[Saved entries]
........

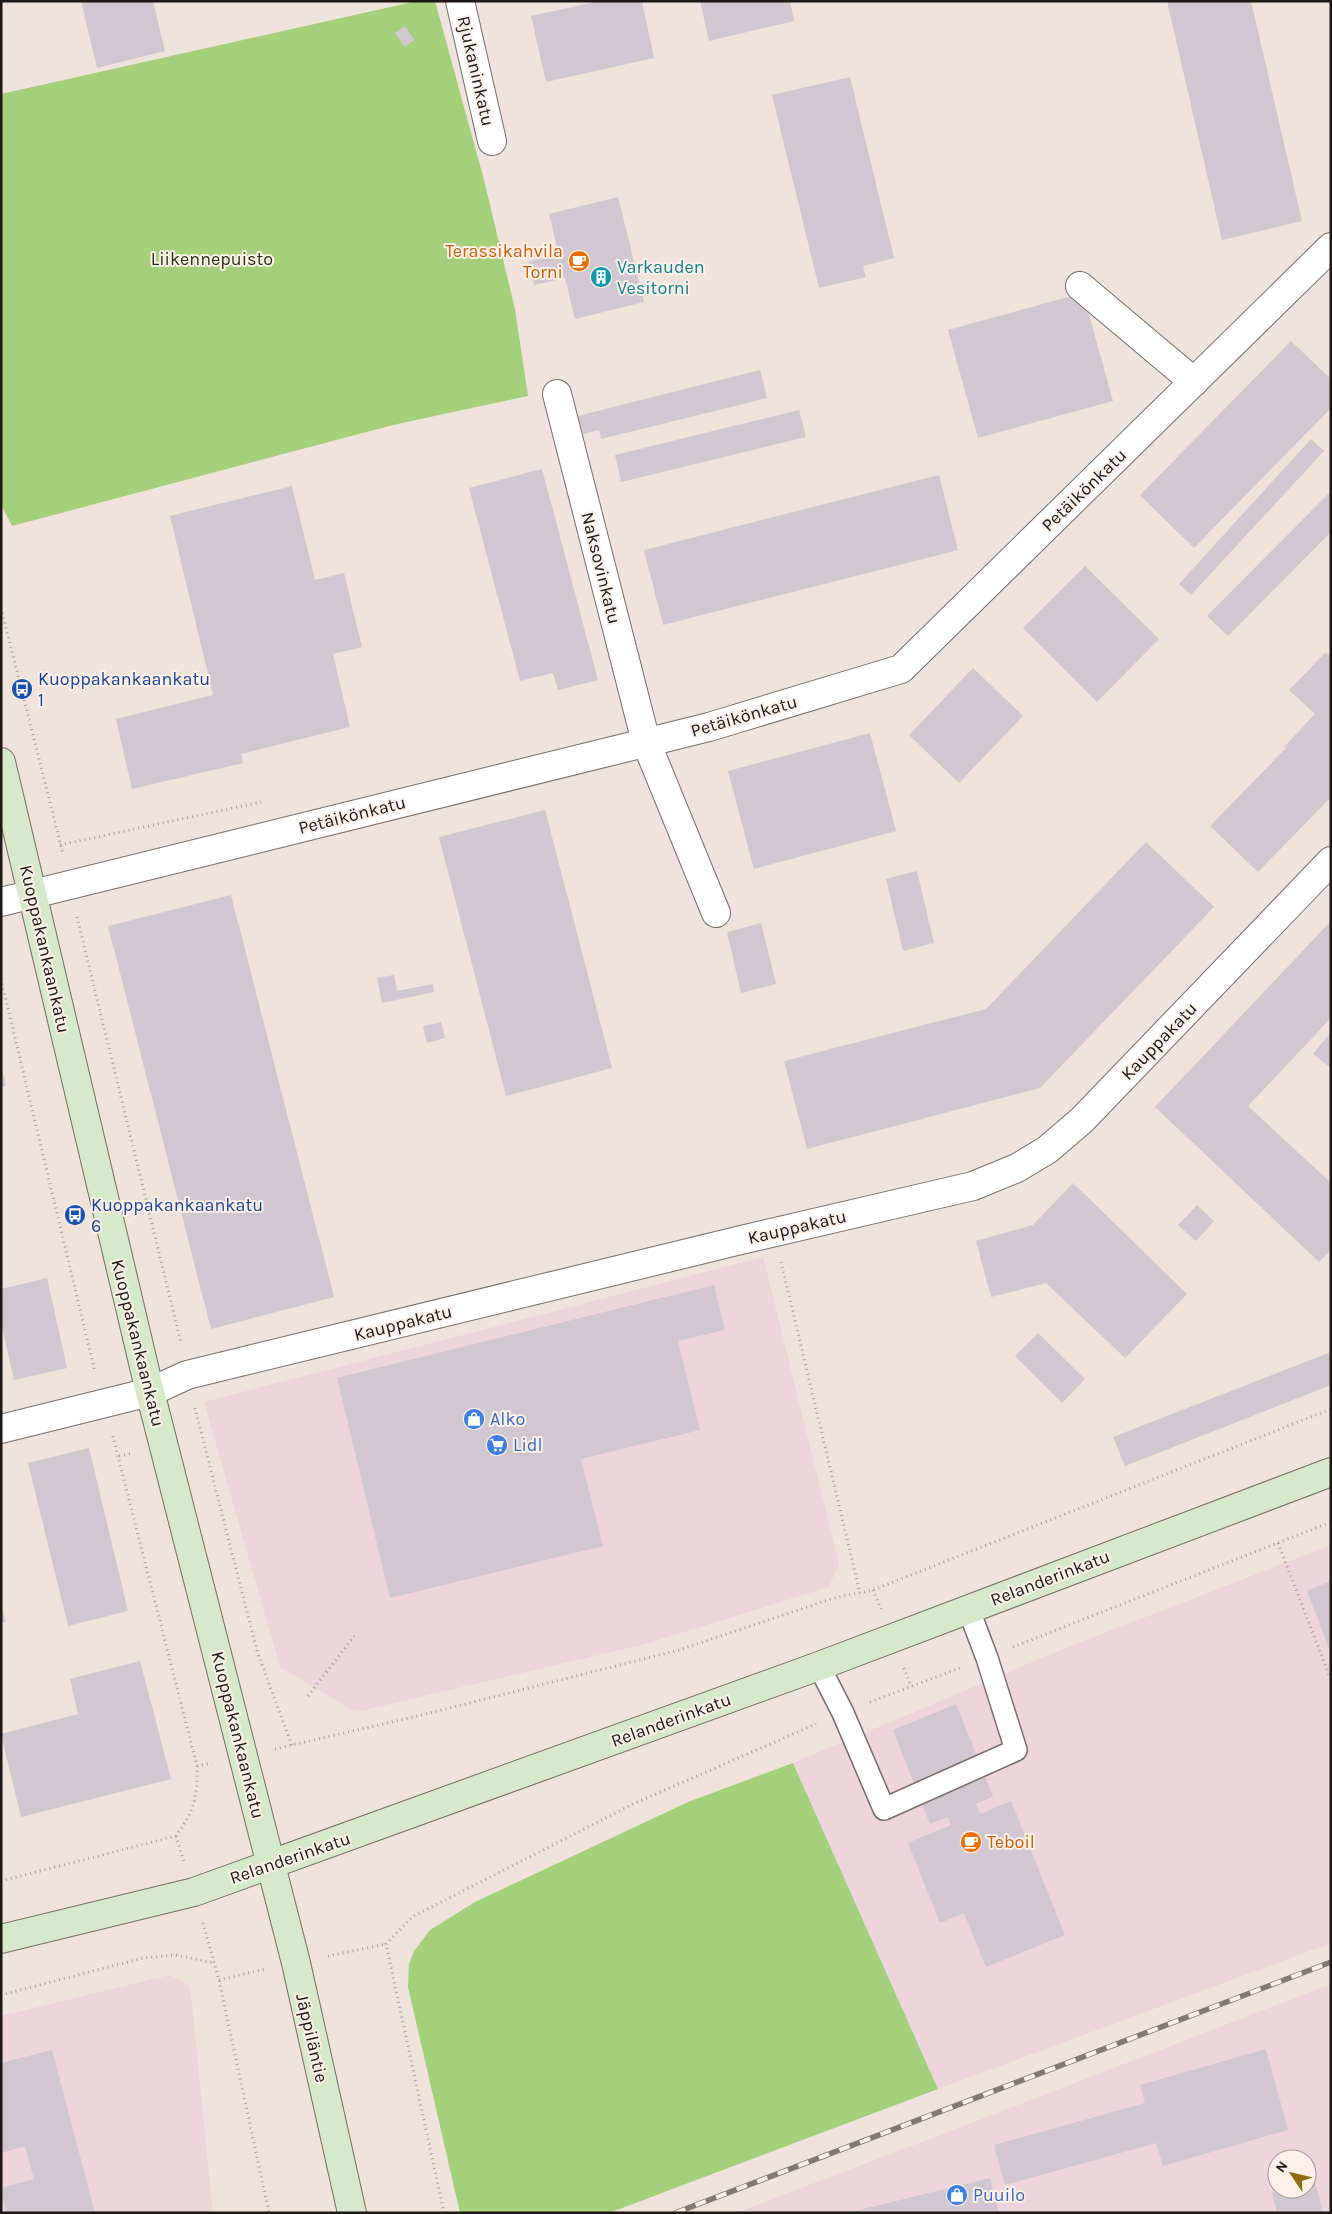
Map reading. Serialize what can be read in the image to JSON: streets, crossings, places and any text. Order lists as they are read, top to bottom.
{
  "streets": {
    "main road": ["Kuoppakankaankatu", "Relanderinkatu", "Jäppiläntie"],
    "street": [
      "Rjukaninkatu",
      "Petäikönkatu",
      "Naksovinkatu",
      "Kauppakatu"
    ]
  },
  "crossings": [
    ["Petäikönkatu", "Naksovinkatu"],
    ["Petäikönkatu", "Kuoppakankaankatu"],
    ["Kuoppakankaankatu", "Kauppakatu"],
    ["Kuoppakankaankatu", "Relanderinkatu"],
    ["Kuoppakankaankatu", "Jäppiläntie"],
    ["Relanderinkatu", "Jäppiläntie"]
  ],
  "parks": ["Liikennepuisto"],
  "places": {
    "cafe": ["Terassikahvila Torni", "Teboil"],
    "building": ["Varkauden Vesitorni"],
    "bus stop": ["Kuoppakankaankatu 1", "Kuoppakankaankatu 6"],
    "shop": ["Alko", "Puuilo"],
    "supermarket": ["Lidl"]
  },
  "north": "top left"
}
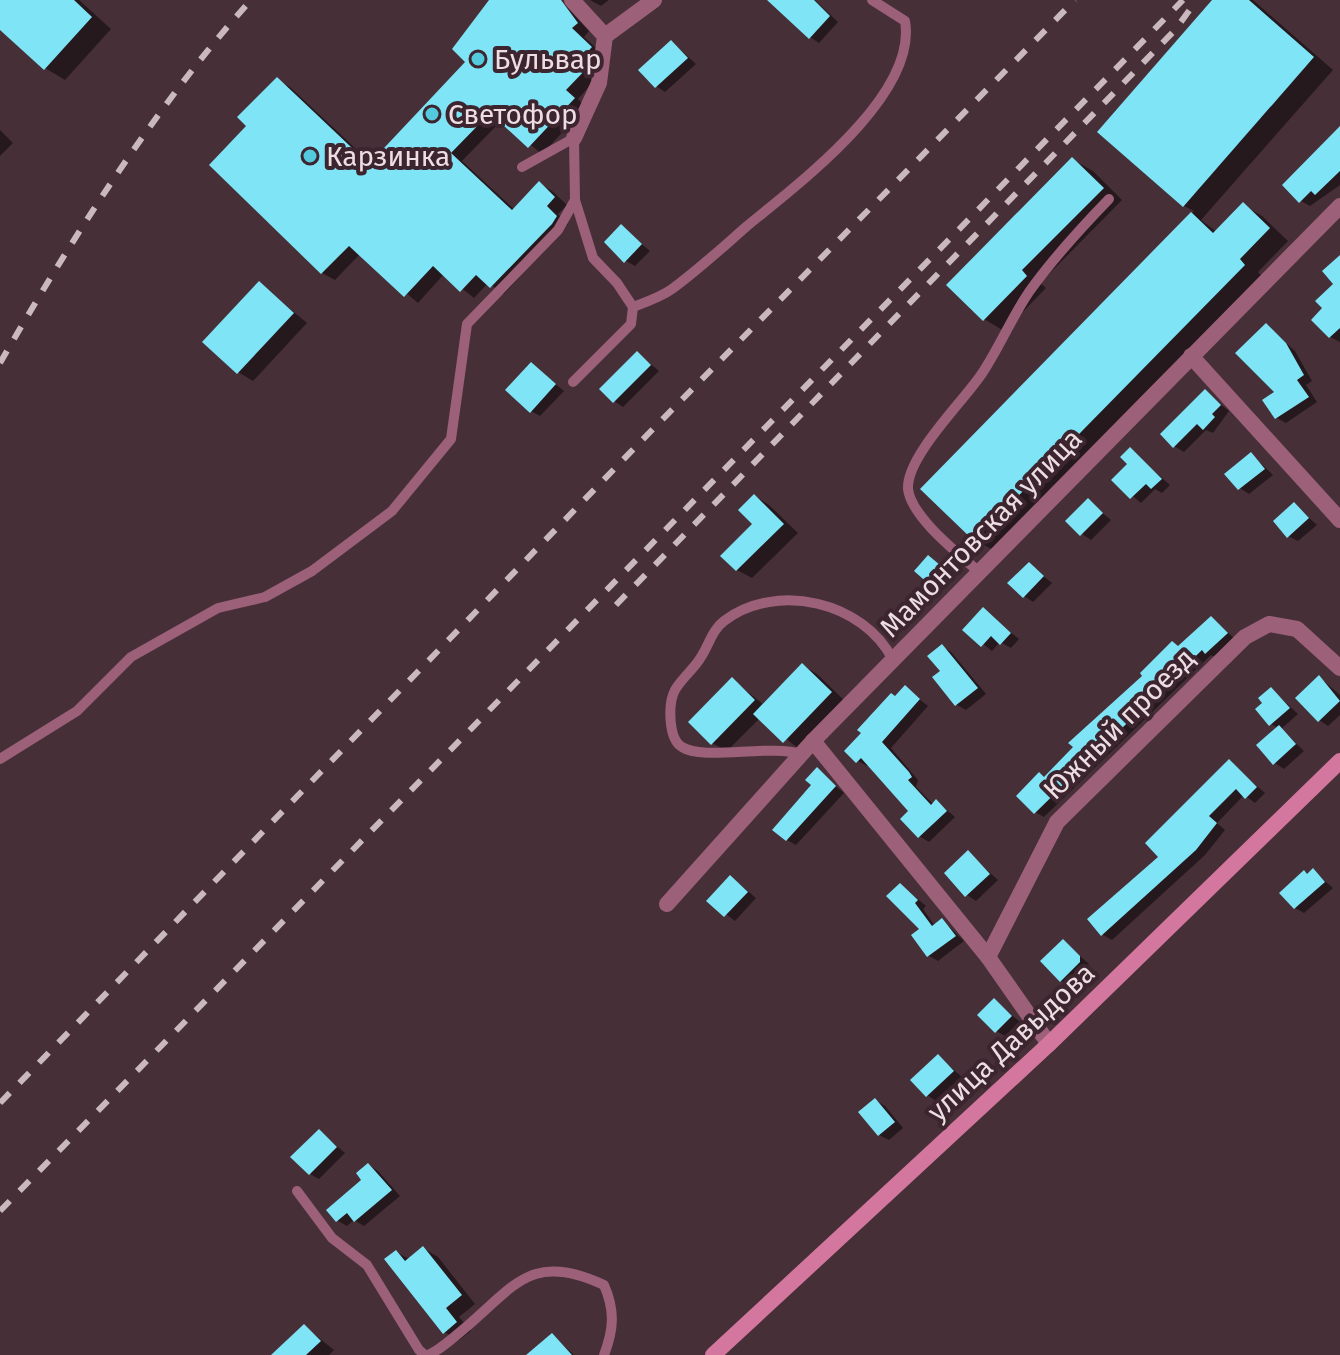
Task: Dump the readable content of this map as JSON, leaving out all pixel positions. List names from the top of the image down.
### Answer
{
  "streets": {
    "main road": ["улица Давыдова"],
    "street": ["Мамонтовская улица", "Южный проезд"]
  },
  "places": ["Бульвар", "Светофор", "Карзинка"]
}
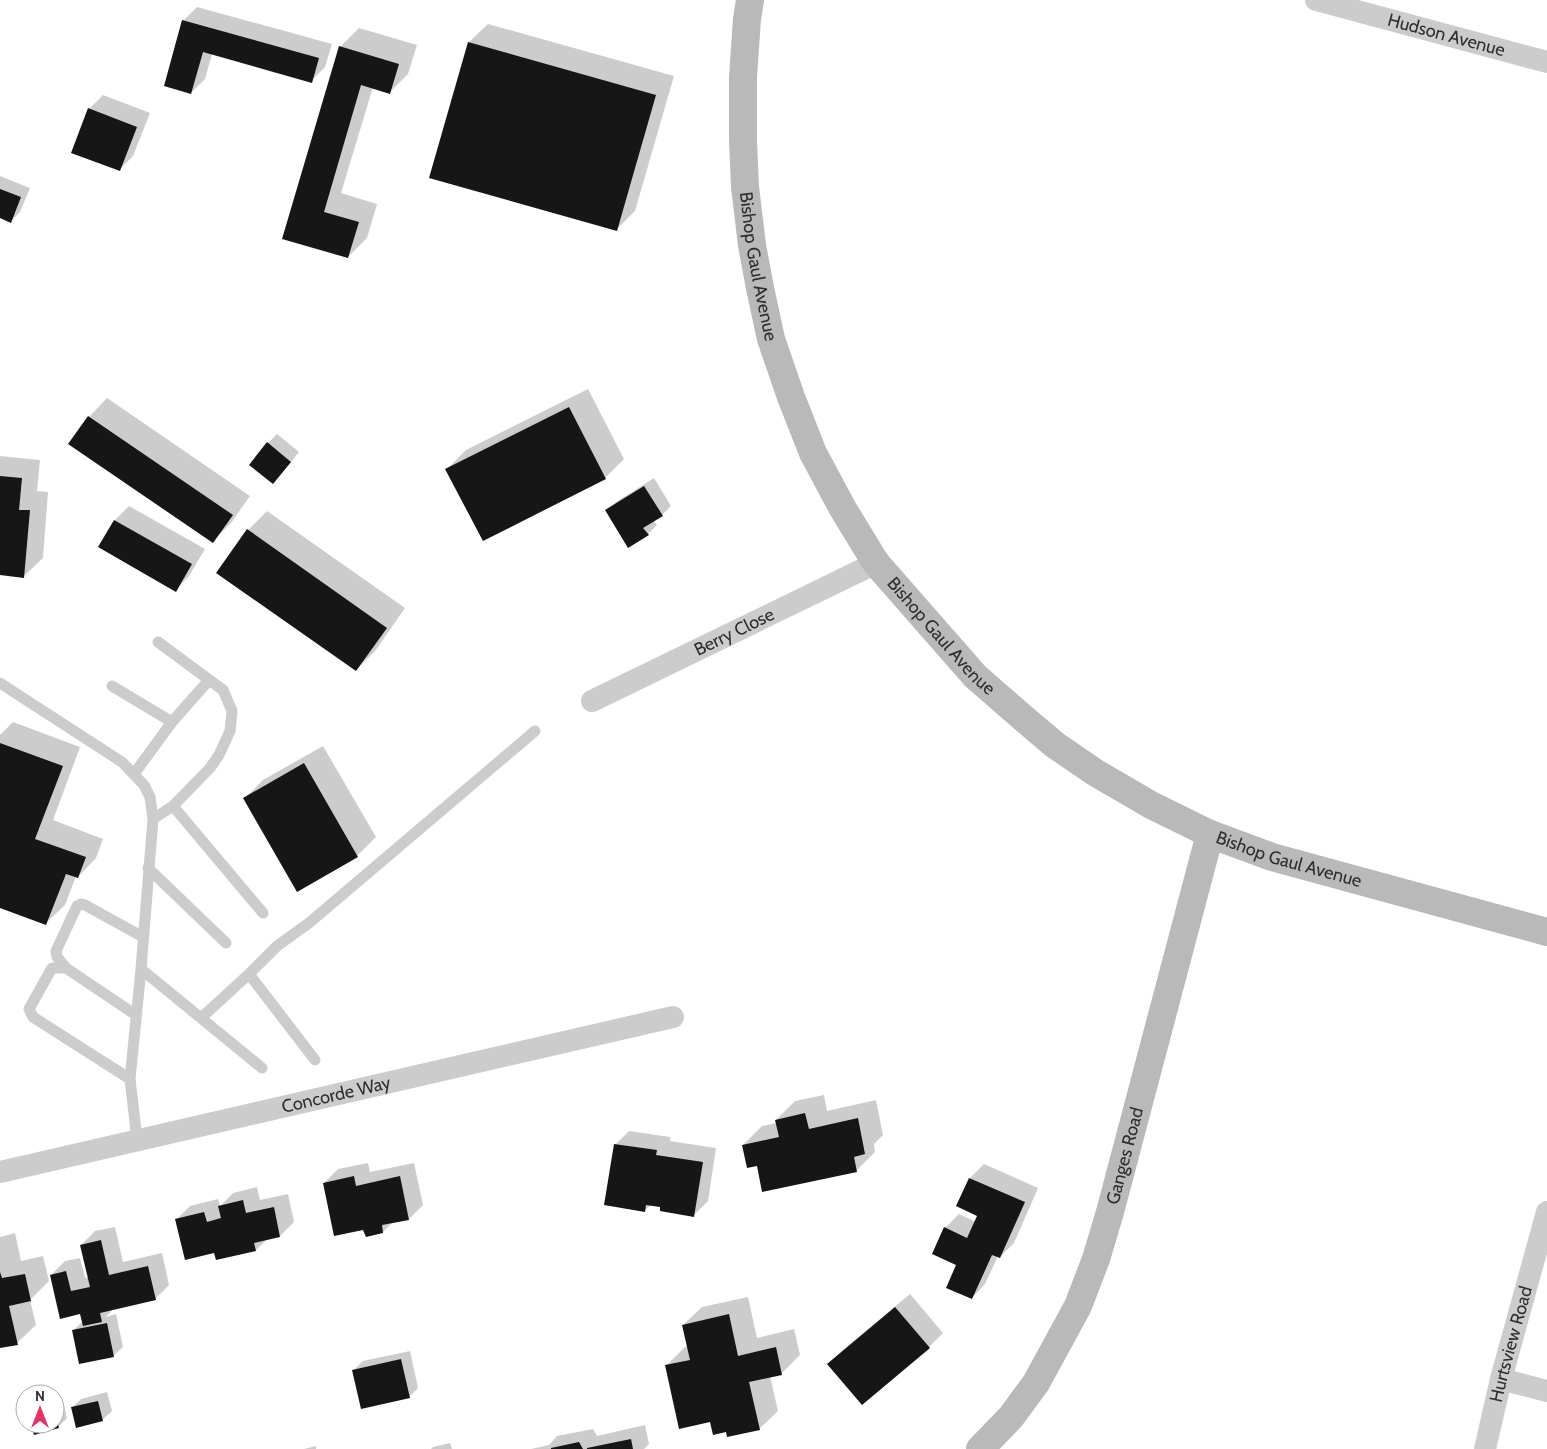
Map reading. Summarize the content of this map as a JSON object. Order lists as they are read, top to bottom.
{
  "streets": {
    "main road": ["Bishop Gaul Avenue", "Ganges Road"],
    "street": [
      "Hudson Avenue",
      "Berry Close",
      "Concorde Way",
      "Hurtsview Road"
    ]
  },
  "crossings": [
    ["Bishop Gaul Avenue", "Berry Close"],
    ["Bishop Gaul Avenue", "Ganges Road"]
  ],
  "north": "top"
}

........

§ YOUR ASSIGNMENT: Every line above should be reproduced exactly, please, with no pictures included.

§ ANSWER FOR THIS EXERCISE:
Map reading. Serialize what can be read in the image to JSON: streets, crossings, places and any text. Order lists as they are read, top to bottom.
{
  "streets": {
    "main road": ["Kuoppakankaankatu", "Relanderinkatu", "Jäppiläntie"],
    "street": [
      "Rjukaninkatu",
      "Petäikönkatu",
      "Naksovinkatu",
      "Kauppakatu"
    ]
  },
  "crossings": [
    ["Petäikönkatu", "Naksovinkatu"],
    ["Petäikönkatu", "Kuoppakankaankatu"],
    ["Kuoppakankaankatu", "Kauppakatu"],
    ["Kuoppakankaankatu", "Relanderinkatu"],
    ["Kuoppakankaankatu", "Jäppiläntie"],
    ["Relanderinkatu", "Jäppiläntie"]
  ],
  "parks": ["Liikennepuisto"],
  "places": {
    "cafe": ["Terassikahvila Torni", "Teboil"],
    "building": ["Varkauden Vesitorni"],
    "bus stop": ["Kuoppakankaankatu 1", "Kuoppakankaankatu 6"],
    "shop": ["Alko", "Puuilo"],
    "supermarket": ["Lidl"]
  },
  "north": "top left"
}
Task: Dump the readable content of this map as JSON, leaving out all pixel positions. List names from the top of the image down.
### Answer
{
  "streets": {
    "main road": ["улица Давыдова"],
    "street": ["Мамонтовская улица", "Южный проезд"]
  },
  "places": ["Бульвар", "Светофор", "Карзинка"]
}
Map reading. Summarize the content of this map as a JSON object. Order lists as they are read, top to bottom.
{
  "streets": {
    "main road": ["Bishop Gaul Avenue", "Ganges Road"],
    "street": [
      "Hudson Avenue",
      "Berry Close",
      "Concorde Way",
      "Hurtsview Road"
    ]
  },
  "crossings": [
    ["Bishop Gaul Avenue", "Berry Close"],
    ["Bishop Gaul Avenue", "Ganges Road"]
  ],
  "north": "top"
}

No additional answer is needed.